Source Text
Encoding
Forge source files must be encoded in UTF-8. The lexer assumes UTF-8 input and will produce errors on invalid byte sequences. No byte-order mark (BOM) is required or expected; if present, it is treated as ordinary content and will likely cause a parse error.
File Extension
Forge source files use the .fg file extension by convention. The CLI tools (forge run, forge test, forge fmt) expect this extension. Example:
hello.fg
server.fg
tests/math_test.fg
Line Endings
Forge recognizes two line ending sequences:
| Sequence | Name | Unicode |
|---|---|---|
\n | Line feed | U+000A |
\r\n | Carriage return + line feed | U+000D U+000A |
A bare carriage return (\r without a following \n) is not treated as a line ending. Both recognized forms are normalized to a single Newline token in the token stream.
Source Structure
A Forge source file consists of a sequence of top-level statements executed in order. There is no required main function, module declaration, or package header. The simplest valid Forge program is:
say "hello"
Forge programs are executed from the first statement to the last, top to bottom. Functions and type definitions are hoisted conceptually in that they can be referenced before their textual position, but side effects in top-level statements execute in source order.
Character Set
Within string literals, Forge supports the full Unicode character set.
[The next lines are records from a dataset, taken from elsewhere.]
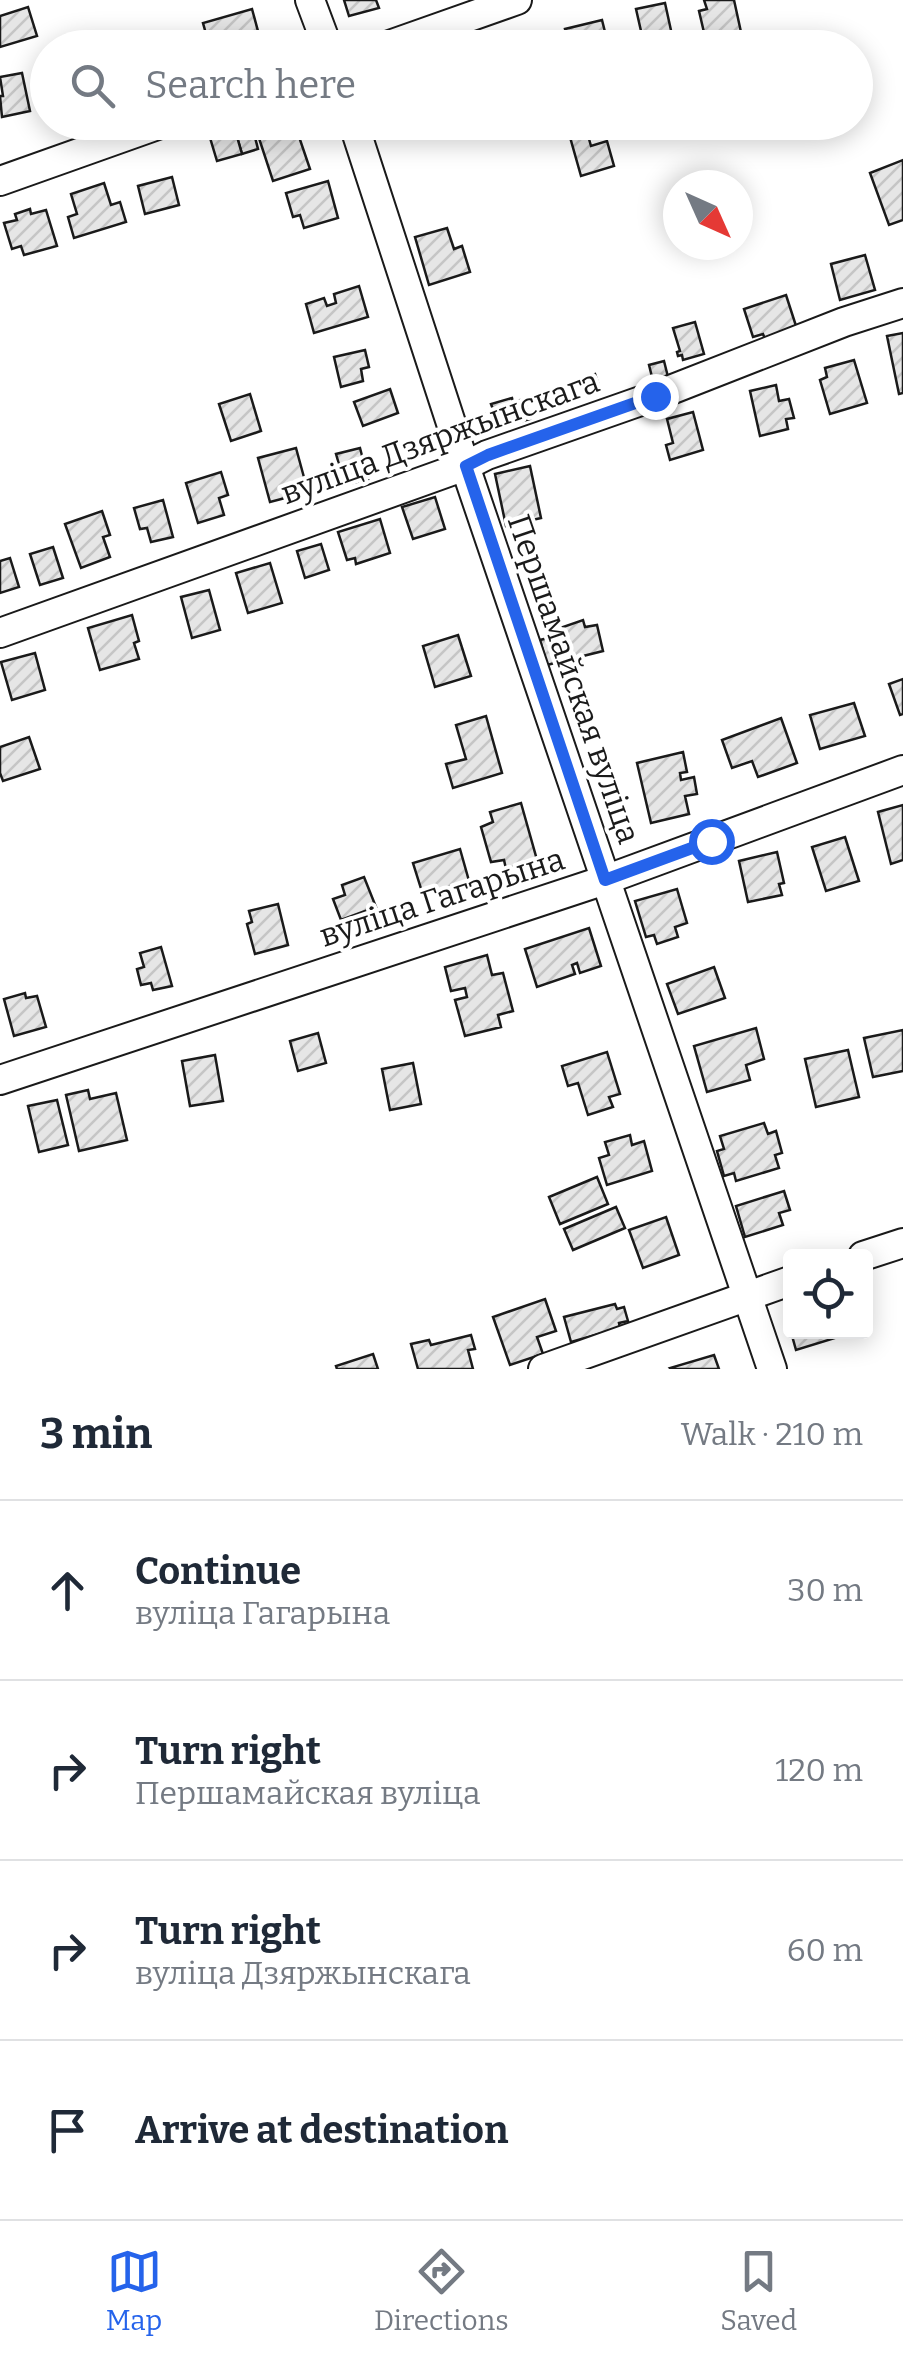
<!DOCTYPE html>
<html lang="en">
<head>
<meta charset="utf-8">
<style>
  :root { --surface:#fff; --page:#f6f6f7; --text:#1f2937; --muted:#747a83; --line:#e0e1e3; --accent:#2563eb }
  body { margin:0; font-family:Bitter,serif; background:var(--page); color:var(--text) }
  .controls { position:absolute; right:30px; bottom:30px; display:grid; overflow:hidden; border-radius:10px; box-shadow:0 5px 25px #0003 }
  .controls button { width:90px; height:90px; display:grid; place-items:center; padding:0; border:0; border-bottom:2px solid var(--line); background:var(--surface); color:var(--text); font:50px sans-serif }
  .compass { position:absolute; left:663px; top:170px; width:90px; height:90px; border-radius:50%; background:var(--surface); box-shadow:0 5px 25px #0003; rotate:135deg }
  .stop { position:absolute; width:30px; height:30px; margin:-22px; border:8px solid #2563eb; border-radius:50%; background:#fff }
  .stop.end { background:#2563eb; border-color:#fff; box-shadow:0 2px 10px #0008 }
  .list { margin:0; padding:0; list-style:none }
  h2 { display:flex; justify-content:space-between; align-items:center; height:130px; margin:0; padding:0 40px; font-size:42px }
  h2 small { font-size:32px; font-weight:400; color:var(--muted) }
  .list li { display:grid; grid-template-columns:65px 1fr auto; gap:30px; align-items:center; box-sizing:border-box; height:180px; padding:0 40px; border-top:2px solid var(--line) }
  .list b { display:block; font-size:38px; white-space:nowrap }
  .list p { margin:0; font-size:32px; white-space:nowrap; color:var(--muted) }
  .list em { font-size:32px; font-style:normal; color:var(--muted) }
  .icon { flex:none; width:55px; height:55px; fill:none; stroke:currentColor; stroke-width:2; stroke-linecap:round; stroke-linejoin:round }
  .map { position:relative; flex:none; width:903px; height:1369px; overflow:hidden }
  .search { position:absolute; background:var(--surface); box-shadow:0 5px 25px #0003; left:30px; right:30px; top:30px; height:110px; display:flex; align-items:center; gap:25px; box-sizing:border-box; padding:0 35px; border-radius:55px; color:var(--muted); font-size:38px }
  .sheet { height:850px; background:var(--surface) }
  nav { display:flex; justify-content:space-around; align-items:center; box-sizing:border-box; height:140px; border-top:2px solid var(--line); background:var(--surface); font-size:28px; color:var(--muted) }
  nav a { display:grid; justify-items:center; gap:5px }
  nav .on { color:var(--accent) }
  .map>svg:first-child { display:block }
</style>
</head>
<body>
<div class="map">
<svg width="903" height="1369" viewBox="0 0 903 1369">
  <defs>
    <pattern id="building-hatch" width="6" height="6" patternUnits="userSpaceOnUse" patternTransform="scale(2.5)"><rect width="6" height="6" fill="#e6e6e6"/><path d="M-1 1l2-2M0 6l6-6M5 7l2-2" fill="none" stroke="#c5c5c5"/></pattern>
  </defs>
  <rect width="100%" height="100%" fill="#fff"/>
  <g fill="url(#building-hatch)" stroke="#1a1a1a" stroke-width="2.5">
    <polygon points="344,0 376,0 379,8 349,16"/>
    <polygon points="704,0 734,0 741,32 706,41 699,11 707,9"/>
    <polygon points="665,3 674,44 659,48 639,48 636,32 641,31 636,9"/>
    <polygon points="28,7 37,36 0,47 0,16"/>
    <polygon points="252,9 262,46 241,48 239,41 231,44 233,48 210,48 203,23"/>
    <polygon points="602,20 609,48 570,48 565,29"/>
    <polygon points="22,73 30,111 2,117 0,96 3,96 0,77"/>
    <polygon points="251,122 258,149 242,154 233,123"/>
    <polygon points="265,122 294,122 310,169 273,181 255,126"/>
    <polygon points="233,123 242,154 217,161 208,131"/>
    <polygon points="587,132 591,146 607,141 614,166 581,176 570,137"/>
    <polygon points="903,160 903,220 889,225 870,173"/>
    <polygon points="172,177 179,205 145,214 138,186"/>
    <polygon points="328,181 338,218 304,228 300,215 293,217 286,193"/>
    <polygon points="104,183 111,205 120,202 126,222 74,238 68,217 77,214 71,194"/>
    <polygon points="30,209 31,214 46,210 57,246 24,255 21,246 12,249 4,223 17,220 15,214"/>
    <polygon points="447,228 454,249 462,246 470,272 429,285 415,237"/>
    <polygon points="865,255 875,290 840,300 831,264"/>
    <polygon points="359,286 368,317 314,333 306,304 324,298 327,306 336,303 334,294"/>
    <polygon points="786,295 797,329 765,339 763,334 753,337 744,309"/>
    <polygon points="695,322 704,354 683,360 682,355 678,356 677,352 680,351 673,328"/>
    <polygon points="903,333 903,393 899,394 887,336"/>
    <polygon points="365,350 369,367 361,369 363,381 341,387 334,357"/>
    <polygon points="854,360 867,403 830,414 820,380 827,377 825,368"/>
    <polygon points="664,361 668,377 653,381 649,365"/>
    <polygon points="595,374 601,392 587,396 582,378"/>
    <polygon points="776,385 779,401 789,399 794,418 786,419 788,429 760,436 750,391"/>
    <polygon points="390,389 398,413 363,426 354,402"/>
    <polygon points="250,394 261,431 231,441 219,404"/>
    <polygon points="512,398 513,402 524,399 530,419 483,433 478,416 494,412 491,404"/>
    <polygon points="693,412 703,450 670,460 666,445 673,443 667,419"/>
    <polygon points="296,448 308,492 270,502 258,458"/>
    <polygon points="360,448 368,479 345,485 336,454"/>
    <polygon points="530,466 541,518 506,526 495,474"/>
    <polygon points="221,472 228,495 219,498 224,515 198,523 186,483"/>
    <polygon points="435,497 445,529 413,539 402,507"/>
    <polygon points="163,500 173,537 151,542 147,528 140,529 134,508"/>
    <polygon points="102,511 110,535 103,537 110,557 81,568 65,524"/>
    <polygon points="380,519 390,553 356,564 355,558 347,560 338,532"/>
    <polygon points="321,544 329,570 305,578 297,551"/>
    <polygon points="53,547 63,578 40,585 30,554"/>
    <polygon points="10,558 19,587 0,593 0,561"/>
    <polygon points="270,563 282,603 248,613 236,573"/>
    <polygon points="209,590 220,630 192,638 181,597"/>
    <polygon points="132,615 139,641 134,643 139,659 100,670 88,628"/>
    <polygon points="583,620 585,627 597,625 603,651 547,665 540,640 565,634 563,627"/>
    <polygon points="458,635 471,676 435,687 423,646"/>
    <polygon points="35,653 45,690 12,700 1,662"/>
    <polygon points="903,679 903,714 900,715 889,684"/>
    <polygon points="854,703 865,736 820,749 810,715"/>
    <polygon points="486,716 502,773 453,788 446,764 466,759 456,725"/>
    <polygon points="781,718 797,763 758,777 752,761 732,768 722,740"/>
    <polygon points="29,737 40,769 3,781 0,773 0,747"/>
    <polygon points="683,752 687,772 680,773 681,780 694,777 697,794 685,796 689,814 651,823 637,763"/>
    <polygon points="521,803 537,860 506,869 504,860 491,862 481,827 493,822 490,812"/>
    <polygon points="903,805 903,860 891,864 878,812"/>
    <polygon points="845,837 859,881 826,891 812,847"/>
    <polygon points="460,849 469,881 423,895 413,863"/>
    <polygon points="777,852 784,883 779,884 782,895 748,902 739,861"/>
    <polygon points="364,877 376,907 341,920 333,899 345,895 342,885"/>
    <polygon points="677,889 687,923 675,927 678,937 657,944 654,935 646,937 635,901"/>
    <polygon points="278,904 288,945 255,954 247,924 252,922 249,911"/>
    <polygon points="589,928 601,966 580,973 577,963 572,965 575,974 537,987 525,949"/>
    <polygon points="161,947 172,986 153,990 151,983 141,985 137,969 144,967 140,953"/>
    <polygon points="487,955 492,975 503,973 513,1011 498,1015 501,1027 465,1036 455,1000 467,997 465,988 451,991 445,967"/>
    <polygon points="714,967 725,998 678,1014 667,984"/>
    <polygon points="25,993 26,998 37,996 46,1027 14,1036 4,999"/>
    <polygon points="756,1028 764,1059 746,1065 750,1080 707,1092 694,1046"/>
    <polygon points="903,1030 903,1071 873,1077 864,1038"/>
    <polygon points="318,1033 326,1063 298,1071 290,1041"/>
    <polygon points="848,1050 859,1097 816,1107 805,1059"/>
    <polygon points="607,1052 620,1094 609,1097 613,1107 588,1115 578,1083 568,1086 562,1066"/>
    <polygon points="215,1055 223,1101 190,1106 182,1061"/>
    <polygon points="413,1063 421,1104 390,1110 382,1069"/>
    <polygon points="88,1090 90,1099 116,1093 127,1140 79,1151 66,1095"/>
    <polygon points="57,1100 68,1145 39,1152 28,1106"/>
    <polygon points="764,1123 768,1134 776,1131 782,1153 775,1155 779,1168 736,1181 734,1173 724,1176 717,1151 724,1149 720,1136"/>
    <polygon points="630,1135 632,1145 644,1141 652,1171 607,1185 599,1158 609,1155 605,1142"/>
    <polygon points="597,1177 608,1204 560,1224 549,1197"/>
    <polygon points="784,1191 790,1210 779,1213 783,1225 745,1237 736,1206"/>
    <polygon points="616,1207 625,1228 573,1250 564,1229"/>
    <polygon points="666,1217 679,1255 643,1268 629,1230"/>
    <polygon points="545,1299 556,1331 537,1337 543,1354 510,1365 493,1317"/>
    <polygon points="615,1304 617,1309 624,1307 628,1321 619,1323 620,1328 571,1342 564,1317"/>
    <polygon points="791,1332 833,1332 835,1338 796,1350"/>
    <polygon points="471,1335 475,1349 468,1350 473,1369 418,1369 411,1344 429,1340 431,1345"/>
    <polygon points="373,1354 378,1369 337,1369 336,1366"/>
    <polygon points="714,1355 719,1369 671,1369 670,1368"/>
  </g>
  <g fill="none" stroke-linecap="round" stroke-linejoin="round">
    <g stroke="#1a1a1a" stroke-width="32">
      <g id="minor">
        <polyline points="310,0 328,48"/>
        <polyline points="381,48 517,0"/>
        <polyline points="353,122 465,466 772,1369"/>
        <polyline points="0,181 166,122"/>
        <polyline points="0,633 465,466 487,455 655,396 844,322 903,303"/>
        <polyline points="0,1080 605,880 903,770"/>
        <polyline points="863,1256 903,1243"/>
        <polyline points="543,1369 790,1281"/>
      </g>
    </g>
    <use href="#minor" stroke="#fff" stroke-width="28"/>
  </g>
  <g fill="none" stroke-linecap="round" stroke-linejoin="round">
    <polyline stroke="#2563eb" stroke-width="12" points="655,396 488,455 466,466 605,880 711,841"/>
  </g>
  <g text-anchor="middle" stroke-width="8" stroke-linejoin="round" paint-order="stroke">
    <g font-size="32" fill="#1a1a1a" stroke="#fff">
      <text transform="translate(440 437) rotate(-20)" y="11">вуліца Дзяржынскага</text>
      <text transform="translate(574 679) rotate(71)" y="11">Першамайская вуліца</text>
      <text transform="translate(442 897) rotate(-18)" y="11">вуліца Гагарына</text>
    </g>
  </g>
</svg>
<div class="controls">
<button><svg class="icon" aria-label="locate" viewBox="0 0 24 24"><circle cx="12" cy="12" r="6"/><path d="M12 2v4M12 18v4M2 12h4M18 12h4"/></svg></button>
</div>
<svg class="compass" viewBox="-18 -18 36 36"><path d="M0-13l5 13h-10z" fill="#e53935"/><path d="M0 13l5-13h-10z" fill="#747a83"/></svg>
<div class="stop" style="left:711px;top:841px"></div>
<div class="stop end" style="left:655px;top:396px"></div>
<div class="search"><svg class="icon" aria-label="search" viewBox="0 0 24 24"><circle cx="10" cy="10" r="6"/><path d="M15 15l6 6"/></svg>Search here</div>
</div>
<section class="sheet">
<h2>3 min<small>Walk · 210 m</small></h2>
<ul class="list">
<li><svg class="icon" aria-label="ahead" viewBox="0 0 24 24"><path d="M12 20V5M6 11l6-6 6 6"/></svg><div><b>Continue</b><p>вуліца Гагарына</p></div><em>30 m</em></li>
<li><svg class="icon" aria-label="right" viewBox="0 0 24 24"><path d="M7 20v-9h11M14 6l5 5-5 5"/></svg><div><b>Turn right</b><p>Першамайская вуліца</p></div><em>120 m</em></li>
<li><svg class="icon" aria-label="right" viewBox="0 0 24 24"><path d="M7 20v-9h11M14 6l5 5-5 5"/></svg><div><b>Turn right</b><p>вуліца Дзяржынскага</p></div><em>60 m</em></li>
<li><svg class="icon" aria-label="arrive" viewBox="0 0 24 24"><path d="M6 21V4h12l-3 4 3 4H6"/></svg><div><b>Arrive at destination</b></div></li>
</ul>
</section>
<nav>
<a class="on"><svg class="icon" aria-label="map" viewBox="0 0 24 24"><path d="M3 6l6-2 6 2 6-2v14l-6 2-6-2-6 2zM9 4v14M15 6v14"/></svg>Map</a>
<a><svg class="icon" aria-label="directions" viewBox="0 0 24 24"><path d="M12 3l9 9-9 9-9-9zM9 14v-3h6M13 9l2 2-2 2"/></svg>Directions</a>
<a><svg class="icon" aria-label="saved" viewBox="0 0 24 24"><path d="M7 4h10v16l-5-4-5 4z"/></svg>Saved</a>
</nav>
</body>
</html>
Outside of string literals, the following characters are meaningful to the lexer:
- ASCII letters (
a-z,A-Z) and underscore (_) begin identifiers and keywords. - ASCII digits (
0-9) begin numeric literals. - Operator and punctuation characters:
+,-,*,/,%,=,!,<,>,&,|,.,,,:,;,(,),{,},[,],@,?,#. - The double-quote character (
") begins string literals. - Whitespace characters: space (U+0020), horizontal tab (U+0009).
- Line terminators: line feed (U+000A), carriage return (U+000D).
All other characters outside of string literals are lexer errors.